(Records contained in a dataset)
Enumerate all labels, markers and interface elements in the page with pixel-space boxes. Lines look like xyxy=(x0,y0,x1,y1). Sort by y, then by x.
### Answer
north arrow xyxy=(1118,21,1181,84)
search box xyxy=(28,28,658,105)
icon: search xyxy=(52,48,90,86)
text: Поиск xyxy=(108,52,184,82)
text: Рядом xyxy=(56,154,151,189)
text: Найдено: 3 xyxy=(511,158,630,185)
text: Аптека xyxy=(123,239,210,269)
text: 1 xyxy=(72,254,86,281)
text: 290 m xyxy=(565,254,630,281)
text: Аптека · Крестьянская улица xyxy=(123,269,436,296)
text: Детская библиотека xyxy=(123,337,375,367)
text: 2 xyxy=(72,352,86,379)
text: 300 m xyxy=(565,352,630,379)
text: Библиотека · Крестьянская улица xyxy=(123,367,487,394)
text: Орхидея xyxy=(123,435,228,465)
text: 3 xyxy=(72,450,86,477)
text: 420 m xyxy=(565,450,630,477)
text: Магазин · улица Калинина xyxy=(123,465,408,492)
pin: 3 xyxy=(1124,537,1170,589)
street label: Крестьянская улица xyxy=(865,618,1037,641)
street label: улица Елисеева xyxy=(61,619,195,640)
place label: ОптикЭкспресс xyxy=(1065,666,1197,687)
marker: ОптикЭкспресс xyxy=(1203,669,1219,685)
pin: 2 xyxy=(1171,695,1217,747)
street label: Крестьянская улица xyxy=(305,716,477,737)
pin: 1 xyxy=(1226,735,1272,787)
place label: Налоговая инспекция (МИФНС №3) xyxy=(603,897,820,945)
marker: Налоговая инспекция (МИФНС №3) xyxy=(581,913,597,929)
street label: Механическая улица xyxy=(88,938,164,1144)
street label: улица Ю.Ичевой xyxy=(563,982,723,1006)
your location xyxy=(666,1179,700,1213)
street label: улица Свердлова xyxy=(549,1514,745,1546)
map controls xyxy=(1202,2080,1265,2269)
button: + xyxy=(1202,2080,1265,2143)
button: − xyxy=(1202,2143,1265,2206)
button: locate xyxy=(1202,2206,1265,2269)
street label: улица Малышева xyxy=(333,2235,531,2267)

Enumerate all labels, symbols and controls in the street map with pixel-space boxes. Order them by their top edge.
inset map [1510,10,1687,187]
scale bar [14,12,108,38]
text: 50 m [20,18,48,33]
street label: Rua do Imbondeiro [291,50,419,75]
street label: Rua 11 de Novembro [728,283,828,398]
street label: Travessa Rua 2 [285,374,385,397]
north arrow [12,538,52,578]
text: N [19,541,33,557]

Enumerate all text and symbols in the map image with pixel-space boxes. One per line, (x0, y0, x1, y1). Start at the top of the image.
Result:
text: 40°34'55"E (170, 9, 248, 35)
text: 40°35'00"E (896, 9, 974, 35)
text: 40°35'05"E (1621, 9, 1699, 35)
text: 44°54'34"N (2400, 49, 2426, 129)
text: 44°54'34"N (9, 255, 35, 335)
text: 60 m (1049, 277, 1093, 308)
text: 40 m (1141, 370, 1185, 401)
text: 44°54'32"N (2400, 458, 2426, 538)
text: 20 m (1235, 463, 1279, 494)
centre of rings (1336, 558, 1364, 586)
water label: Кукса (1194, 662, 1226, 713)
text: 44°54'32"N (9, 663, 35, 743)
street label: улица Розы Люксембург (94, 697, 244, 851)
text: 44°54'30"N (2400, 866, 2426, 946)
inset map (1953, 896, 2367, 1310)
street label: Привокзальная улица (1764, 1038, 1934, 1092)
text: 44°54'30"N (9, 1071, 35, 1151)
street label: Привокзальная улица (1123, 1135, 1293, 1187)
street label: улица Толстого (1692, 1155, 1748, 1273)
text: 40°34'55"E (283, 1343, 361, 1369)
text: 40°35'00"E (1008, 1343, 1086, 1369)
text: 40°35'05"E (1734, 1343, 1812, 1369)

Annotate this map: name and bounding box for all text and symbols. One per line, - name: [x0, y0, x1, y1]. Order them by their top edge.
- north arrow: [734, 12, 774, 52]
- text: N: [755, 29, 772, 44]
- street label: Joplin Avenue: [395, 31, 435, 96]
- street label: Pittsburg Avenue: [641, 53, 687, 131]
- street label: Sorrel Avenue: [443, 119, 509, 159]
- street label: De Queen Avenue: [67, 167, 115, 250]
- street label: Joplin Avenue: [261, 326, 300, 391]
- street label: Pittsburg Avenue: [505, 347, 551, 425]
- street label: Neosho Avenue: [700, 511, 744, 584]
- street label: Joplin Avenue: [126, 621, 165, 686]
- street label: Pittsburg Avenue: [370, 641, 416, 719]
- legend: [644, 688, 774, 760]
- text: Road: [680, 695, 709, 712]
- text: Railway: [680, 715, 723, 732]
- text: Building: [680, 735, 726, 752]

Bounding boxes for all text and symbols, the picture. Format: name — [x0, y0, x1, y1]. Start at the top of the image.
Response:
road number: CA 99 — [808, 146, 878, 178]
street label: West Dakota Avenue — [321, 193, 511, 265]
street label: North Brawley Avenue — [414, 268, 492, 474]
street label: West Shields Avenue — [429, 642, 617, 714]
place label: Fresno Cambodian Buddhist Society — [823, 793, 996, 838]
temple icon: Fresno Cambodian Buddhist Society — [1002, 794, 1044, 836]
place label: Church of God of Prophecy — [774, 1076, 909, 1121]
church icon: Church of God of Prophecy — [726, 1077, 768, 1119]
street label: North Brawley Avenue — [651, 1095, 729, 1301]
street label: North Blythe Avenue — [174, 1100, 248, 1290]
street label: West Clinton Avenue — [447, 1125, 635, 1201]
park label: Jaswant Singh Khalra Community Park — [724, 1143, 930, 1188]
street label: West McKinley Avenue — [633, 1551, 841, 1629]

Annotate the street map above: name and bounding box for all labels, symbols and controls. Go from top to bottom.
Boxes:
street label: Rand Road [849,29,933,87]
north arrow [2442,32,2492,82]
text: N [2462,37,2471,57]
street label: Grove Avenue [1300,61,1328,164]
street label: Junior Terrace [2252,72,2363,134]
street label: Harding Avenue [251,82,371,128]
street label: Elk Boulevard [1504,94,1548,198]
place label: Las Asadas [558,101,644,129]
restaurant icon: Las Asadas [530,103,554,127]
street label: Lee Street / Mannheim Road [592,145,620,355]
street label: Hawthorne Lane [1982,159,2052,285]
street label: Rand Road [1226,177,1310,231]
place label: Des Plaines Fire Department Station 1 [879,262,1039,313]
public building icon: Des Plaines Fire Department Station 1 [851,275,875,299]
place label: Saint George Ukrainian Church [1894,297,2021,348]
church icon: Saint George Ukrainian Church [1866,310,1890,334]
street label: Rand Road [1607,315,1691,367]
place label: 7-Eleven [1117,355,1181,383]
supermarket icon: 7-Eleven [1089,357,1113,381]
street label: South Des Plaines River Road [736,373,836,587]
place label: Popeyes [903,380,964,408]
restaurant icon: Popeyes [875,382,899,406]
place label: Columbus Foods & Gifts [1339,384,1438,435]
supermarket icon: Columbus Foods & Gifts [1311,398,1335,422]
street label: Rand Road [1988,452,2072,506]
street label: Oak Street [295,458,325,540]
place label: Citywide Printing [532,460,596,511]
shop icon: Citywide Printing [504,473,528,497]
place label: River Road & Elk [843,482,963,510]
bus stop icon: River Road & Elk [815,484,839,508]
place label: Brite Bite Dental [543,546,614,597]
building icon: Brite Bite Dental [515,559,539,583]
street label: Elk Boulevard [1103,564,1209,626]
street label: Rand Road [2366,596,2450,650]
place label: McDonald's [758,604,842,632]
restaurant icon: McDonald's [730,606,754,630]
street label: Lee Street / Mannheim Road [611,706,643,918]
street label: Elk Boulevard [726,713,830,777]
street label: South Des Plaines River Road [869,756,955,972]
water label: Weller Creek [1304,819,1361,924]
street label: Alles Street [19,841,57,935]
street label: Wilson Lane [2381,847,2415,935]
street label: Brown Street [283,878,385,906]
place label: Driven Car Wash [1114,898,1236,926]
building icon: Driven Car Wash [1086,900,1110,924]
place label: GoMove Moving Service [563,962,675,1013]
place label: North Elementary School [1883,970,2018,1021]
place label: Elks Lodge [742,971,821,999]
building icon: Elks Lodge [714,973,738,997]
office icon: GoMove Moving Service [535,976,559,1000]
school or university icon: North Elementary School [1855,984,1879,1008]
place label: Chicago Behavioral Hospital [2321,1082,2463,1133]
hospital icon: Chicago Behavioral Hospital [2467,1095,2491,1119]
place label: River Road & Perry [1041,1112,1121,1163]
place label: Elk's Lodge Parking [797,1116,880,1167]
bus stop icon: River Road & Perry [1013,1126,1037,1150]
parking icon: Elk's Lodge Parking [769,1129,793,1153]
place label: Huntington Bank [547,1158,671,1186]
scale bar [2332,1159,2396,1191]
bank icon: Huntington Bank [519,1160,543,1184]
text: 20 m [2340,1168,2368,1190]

• **Problem description**
Check each line above for the string "restaurant" and return those that contain it.

• **Finished task**
restaurant icon: Las Asadas [530,103,554,127]
restaurant icon: Popeyes [875,382,899,406]
restaurant icon: McDonald's [730,606,754,630]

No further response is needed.